▶ **YOUR GOAL**:
The listing that follows should be duplicated character for character.
*** Opening of DATA FOR PROCESSING ***
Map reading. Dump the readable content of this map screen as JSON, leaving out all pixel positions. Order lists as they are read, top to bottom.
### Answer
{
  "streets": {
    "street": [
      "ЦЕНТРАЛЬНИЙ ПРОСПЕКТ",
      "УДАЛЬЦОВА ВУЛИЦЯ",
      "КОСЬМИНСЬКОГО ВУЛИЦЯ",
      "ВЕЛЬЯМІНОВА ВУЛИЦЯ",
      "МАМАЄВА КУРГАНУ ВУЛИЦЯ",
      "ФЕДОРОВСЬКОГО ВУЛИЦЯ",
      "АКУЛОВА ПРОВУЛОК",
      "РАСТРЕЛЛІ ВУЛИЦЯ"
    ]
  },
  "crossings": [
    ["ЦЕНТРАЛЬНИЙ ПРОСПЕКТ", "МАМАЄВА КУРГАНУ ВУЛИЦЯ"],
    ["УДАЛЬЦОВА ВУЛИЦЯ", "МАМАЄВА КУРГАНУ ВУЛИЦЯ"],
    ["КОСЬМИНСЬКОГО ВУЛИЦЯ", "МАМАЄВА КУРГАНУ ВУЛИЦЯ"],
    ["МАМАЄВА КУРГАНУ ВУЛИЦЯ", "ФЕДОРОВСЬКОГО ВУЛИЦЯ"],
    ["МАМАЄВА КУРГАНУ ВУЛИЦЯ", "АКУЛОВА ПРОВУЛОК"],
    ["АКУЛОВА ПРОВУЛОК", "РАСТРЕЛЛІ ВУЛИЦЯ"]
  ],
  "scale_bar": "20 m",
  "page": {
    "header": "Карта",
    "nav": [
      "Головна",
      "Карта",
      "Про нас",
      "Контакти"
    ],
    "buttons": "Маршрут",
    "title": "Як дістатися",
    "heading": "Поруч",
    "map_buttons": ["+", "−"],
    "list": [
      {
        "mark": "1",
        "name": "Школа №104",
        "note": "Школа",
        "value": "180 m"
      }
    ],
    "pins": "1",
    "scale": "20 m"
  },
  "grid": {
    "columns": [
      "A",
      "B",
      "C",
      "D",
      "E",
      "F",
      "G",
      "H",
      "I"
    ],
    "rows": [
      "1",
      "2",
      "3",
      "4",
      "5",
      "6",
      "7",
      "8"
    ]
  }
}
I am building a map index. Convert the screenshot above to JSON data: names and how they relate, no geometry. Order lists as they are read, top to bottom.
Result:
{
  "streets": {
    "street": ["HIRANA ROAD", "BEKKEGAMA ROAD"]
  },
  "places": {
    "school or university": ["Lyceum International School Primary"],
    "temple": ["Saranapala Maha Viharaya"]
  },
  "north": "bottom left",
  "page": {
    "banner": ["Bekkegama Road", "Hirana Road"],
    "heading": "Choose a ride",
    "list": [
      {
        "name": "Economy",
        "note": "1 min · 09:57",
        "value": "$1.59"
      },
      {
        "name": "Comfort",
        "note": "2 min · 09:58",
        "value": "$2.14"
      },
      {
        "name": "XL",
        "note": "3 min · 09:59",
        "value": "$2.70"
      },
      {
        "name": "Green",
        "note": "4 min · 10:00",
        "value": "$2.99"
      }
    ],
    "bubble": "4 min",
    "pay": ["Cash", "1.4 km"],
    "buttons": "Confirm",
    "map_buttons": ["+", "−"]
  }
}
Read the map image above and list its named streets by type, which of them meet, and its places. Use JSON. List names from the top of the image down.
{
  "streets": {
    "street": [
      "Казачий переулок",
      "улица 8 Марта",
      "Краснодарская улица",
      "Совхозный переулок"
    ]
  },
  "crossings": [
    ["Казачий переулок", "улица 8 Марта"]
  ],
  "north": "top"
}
*** Close of DATA FOR PROCESSING ***
▶ **SOLVED EXERCISE**:
Map reading. Dump the readable content of this map screen as JSON, leaving out all pixel positions. Order lists as they are read, top to bottom.
### Answer
{
  "streets": {
    "street": [
      "ЦЕНТРАЛЬНИЙ ПРОСПЕКТ",
      "УДАЛЬЦОВА ВУЛИЦЯ",
      "КОСЬМИНСЬКОГО ВУЛИЦЯ",
      "ВЕЛЬЯМІНОВА ВУЛИЦЯ",
      "МАМАЄВА КУРГАНУ ВУЛИЦЯ",
      "ФЕДОРОВСЬКОГО ВУЛИЦЯ",
      "АКУЛОВА ПРОВУЛОК",
      "РАСТРЕЛЛІ ВУЛИЦЯ"
    ]
  },
  "crossings": [
    ["ЦЕНТРАЛЬНИЙ ПРОСПЕКТ", "МАМАЄВА КУРГАНУ ВУЛИЦЯ"],
    ["УДАЛЬЦОВА ВУЛИЦЯ", "МАМАЄВА КУРГАНУ ВУЛИЦЯ"],
    ["КОСЬМИНСЬКОГО ВУЛИЦЯ", "МАМАЄВА КУРГАНУ ВУЛИЦЯ"],
    ["МАМАЄВА КУРГАНУ ВУЛИЦЯ", "ФЕДОРОВСЬКОГО ВУЛИЦЯ"],
    ["МАМАЄВА КУРГАНУ ВУЛИЦЯ", "АКУЛОВА ПРОВУЛОК"],
    ["АКУЛОВА ПРОВУЛОК", "РАСТРЕЛЛІ ВУЛИЦЯ"]
  ],
  "scale_bar": "20 m",
  "page": {
    "header": "Карта",
    "nav": [
      "Головна",
      "Карта",
      "Про нас",
      "Контакти"
    ],
    "buttons": "Маршрут",
    "title": "Як дістатися",
    "heading": "Поруч",
    "map_buttons": ["+", "−"],
    "list": [
      {
        "mark": "1",
        "name": "Школа №104",
        "note": "Школа",
        "value": "180 m"
      }
    ],
    "pins": "1",
    "scale": "20 m"
  },
  "grid": {
    "columns": [
      "A",
      "B",
      "C",
      "D",
      "E",
      "F",
      "G",
      "H",
      "I"
    ],
    "rows": [
      "1",
      "2",
      "3",
      "4",
      "5",
      "6",
      "7",
      "8"
    ]
  }
}
I am building a map index. Convert the screenshot above to JSON data: names and how they relate, no geometry. Order lists as they are read, top to bottom.
Result:
{
  "streets": {
    "street": ["HIRANA ROAD", "BEKKEGAMA ROAD"]
  },
  "places": {
    "school or university": ["Lyceum International School Primary"],
    "temple": ["Saranapala Maha Viharaya"]
  },
  "north": "bottom left",
  "page": {
    "banner": ["Bekkegama Road", "Hirana Road"],
    "heading": "Choose a ride",
    "list": [
      {
        "name": "Economy",
        "note": "1 min · 09:57",
        "value": "$1.59"
      },
      {
        "name": "Comfort",
        "note": "2 min · 09:58",
        "value": "$2.14"
      },
      {
        "name": "XL",
        "note": "3 min · 09:59",
        "value": "$2.70"
      },
      {
        "name": "Green",
        "note": "4 min · 10:00",
        "value": "$2.99"
      }
    ],
    "bubble": "4 min",
    "pay": ["Cash", "1.4 km"],
    "buttons": "Confirm",
    "map_buttons": ["+", "−"]
  }
}
Read the map image above and list its named streets by type, which of them meet, and its places. Use JSON. List names from the top of the image down.
{
  "streets": {
    "street": [
      "Казачий переулок",
      "улица 8 Марта",
      "Краснодарская улица",
      "Совхозный переулок"
    ]
  },
  "crossings": [
    ["Казачий переулок", "улица 8 Марта"]
  ],
  "north": "top"
}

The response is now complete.